## TRY IT
For the data below, give the number of lines in which "strokeStyle" occurs. Include nothing besides that number.
══ SOURCE MATERIAL
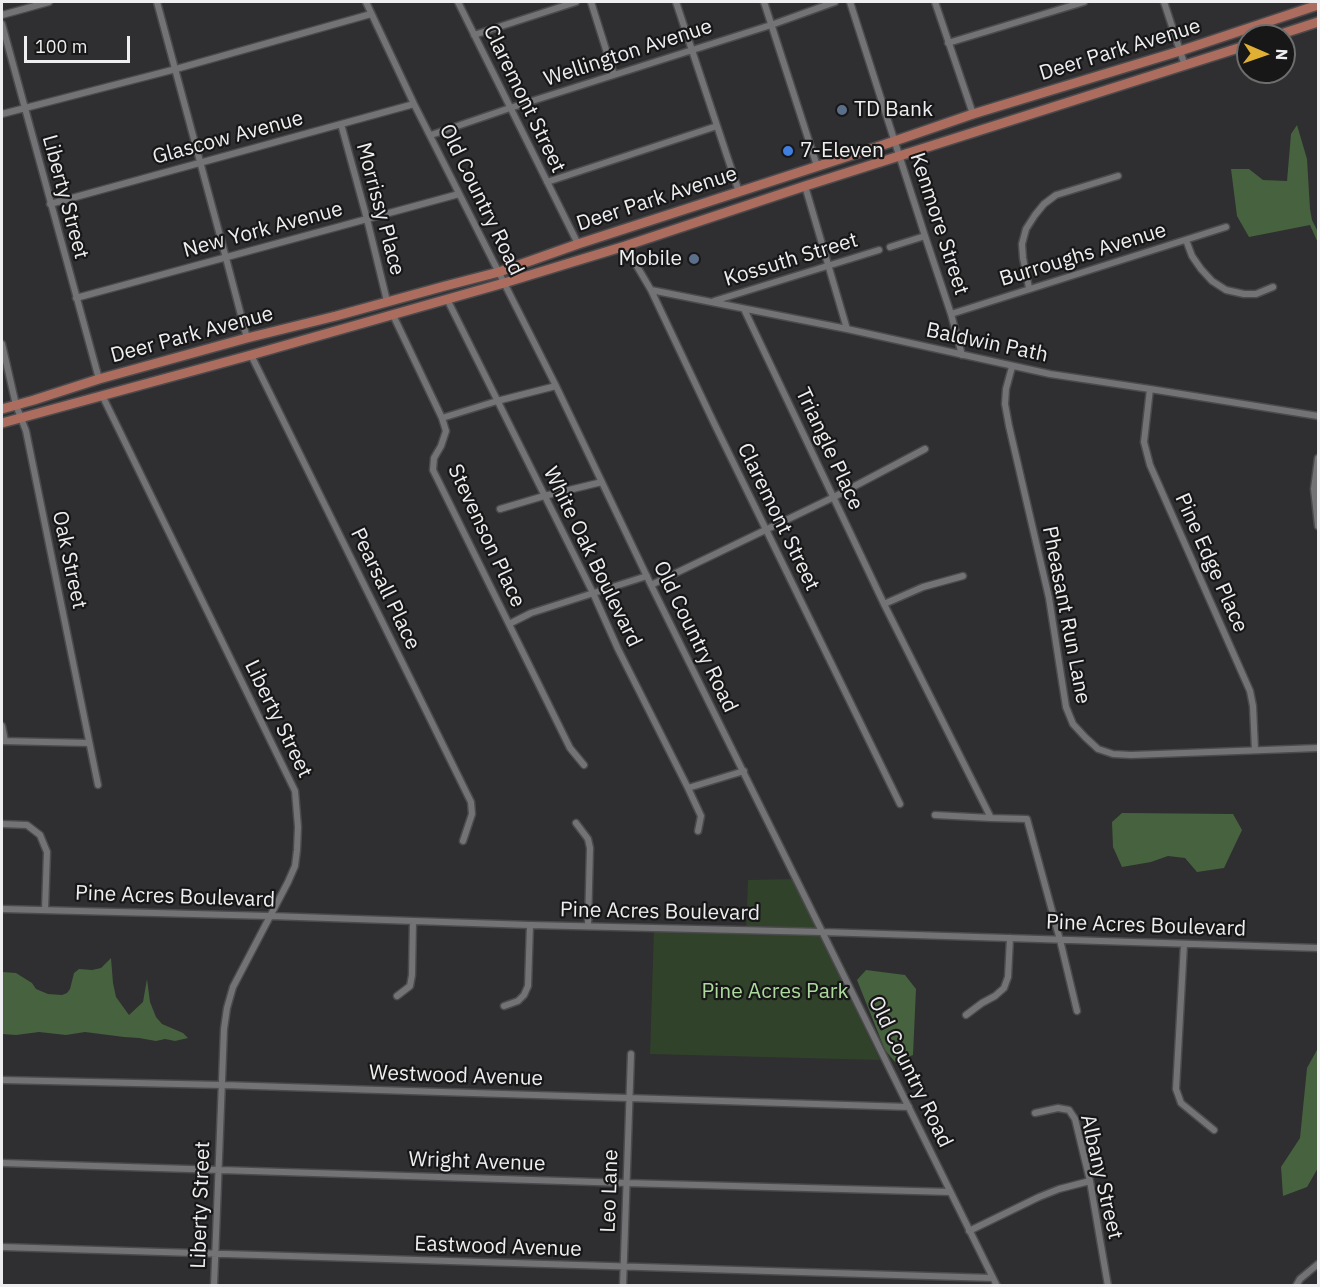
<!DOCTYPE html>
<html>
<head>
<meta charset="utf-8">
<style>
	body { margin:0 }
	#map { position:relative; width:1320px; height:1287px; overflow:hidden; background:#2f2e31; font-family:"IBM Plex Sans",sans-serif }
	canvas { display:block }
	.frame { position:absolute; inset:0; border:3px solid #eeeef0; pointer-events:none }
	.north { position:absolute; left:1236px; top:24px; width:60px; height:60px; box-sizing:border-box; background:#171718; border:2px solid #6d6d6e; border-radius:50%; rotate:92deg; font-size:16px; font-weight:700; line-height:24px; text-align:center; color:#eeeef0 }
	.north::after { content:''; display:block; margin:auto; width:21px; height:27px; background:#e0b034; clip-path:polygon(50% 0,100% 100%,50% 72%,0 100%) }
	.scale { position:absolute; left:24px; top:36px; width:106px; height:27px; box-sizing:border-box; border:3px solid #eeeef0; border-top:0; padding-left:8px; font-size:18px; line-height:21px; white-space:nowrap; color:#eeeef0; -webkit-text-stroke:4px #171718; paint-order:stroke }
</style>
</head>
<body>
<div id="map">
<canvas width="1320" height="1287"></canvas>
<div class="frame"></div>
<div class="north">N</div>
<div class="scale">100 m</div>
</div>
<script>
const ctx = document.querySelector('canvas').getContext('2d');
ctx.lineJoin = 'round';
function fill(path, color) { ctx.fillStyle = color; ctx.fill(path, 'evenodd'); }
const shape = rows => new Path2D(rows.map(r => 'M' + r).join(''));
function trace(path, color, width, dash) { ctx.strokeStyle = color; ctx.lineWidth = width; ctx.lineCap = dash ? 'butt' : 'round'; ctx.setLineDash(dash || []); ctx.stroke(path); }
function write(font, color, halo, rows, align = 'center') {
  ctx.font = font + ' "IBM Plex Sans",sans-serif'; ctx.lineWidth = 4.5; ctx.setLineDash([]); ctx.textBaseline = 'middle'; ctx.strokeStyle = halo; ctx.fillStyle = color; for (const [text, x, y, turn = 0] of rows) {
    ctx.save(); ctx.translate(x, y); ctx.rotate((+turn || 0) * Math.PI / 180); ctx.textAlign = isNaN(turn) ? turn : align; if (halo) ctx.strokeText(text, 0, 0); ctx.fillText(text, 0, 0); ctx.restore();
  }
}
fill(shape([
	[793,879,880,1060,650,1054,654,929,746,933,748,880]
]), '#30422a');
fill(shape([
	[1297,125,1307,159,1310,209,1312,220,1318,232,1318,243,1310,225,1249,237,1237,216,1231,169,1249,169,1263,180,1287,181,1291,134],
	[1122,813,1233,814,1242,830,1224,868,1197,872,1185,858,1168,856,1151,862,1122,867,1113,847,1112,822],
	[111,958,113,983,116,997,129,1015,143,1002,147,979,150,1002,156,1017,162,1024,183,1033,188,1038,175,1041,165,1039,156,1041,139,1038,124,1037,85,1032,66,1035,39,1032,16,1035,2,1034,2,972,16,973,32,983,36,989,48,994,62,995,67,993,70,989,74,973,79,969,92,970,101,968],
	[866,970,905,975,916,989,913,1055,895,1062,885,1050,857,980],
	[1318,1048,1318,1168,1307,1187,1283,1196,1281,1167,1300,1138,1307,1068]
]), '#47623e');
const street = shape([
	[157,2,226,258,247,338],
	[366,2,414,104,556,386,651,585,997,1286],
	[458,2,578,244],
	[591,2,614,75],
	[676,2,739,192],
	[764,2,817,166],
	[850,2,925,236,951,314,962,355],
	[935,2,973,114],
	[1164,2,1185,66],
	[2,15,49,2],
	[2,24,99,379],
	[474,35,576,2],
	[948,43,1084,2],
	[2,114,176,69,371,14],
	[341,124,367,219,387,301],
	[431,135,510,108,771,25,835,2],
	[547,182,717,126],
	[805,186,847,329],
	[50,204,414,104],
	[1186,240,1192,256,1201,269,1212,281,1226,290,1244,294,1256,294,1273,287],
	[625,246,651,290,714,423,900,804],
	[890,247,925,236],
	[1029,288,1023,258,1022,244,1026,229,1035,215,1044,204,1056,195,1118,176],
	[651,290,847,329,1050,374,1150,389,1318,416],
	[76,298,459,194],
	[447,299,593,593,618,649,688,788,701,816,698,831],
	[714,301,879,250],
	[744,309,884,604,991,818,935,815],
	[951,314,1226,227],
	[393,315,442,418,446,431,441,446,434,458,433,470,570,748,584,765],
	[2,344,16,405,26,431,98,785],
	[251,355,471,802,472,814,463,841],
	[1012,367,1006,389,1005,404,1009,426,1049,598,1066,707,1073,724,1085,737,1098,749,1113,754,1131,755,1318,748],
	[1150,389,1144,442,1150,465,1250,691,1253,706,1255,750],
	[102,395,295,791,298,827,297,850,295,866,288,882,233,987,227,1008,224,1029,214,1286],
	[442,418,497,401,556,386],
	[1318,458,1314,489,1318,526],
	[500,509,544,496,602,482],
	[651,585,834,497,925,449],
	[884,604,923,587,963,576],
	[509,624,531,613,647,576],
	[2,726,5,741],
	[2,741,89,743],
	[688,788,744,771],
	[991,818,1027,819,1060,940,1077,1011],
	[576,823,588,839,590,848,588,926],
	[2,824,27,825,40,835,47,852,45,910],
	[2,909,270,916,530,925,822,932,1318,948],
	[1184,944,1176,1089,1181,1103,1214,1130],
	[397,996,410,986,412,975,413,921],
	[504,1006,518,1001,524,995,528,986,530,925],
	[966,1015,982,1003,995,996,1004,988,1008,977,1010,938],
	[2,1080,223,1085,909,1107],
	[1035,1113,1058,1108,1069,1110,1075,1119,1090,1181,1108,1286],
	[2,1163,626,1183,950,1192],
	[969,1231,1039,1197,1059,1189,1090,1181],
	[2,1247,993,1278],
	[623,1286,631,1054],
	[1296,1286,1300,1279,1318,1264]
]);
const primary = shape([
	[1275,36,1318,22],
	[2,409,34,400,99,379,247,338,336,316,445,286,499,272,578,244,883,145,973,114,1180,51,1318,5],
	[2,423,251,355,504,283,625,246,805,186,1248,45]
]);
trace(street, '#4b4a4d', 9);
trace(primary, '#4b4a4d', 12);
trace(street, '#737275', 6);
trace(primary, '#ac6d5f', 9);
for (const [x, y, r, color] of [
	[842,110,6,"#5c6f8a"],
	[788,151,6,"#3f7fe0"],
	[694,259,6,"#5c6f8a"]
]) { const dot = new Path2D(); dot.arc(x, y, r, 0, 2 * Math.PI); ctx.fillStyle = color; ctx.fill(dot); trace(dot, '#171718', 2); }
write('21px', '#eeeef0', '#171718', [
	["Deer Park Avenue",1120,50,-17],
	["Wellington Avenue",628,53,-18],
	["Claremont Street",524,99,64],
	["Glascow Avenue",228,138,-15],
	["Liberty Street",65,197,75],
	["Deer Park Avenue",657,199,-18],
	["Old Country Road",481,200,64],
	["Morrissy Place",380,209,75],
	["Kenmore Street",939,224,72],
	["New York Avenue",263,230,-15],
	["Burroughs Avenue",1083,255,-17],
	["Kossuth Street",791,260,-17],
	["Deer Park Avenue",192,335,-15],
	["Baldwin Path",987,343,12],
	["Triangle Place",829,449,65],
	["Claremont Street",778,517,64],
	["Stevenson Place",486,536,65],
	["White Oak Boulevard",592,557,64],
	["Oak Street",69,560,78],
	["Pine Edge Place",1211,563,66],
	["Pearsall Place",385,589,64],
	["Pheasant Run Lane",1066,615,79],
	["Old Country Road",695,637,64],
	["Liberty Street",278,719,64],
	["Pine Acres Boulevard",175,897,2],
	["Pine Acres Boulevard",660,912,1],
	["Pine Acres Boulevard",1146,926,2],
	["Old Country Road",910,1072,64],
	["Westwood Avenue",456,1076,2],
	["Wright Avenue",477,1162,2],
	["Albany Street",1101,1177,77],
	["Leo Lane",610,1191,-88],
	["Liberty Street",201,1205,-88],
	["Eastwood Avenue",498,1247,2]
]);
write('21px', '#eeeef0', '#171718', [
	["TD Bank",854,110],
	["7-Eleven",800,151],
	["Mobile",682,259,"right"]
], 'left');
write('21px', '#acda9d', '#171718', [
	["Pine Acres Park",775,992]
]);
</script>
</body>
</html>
════
## SOLUTION TO THIS TASK
2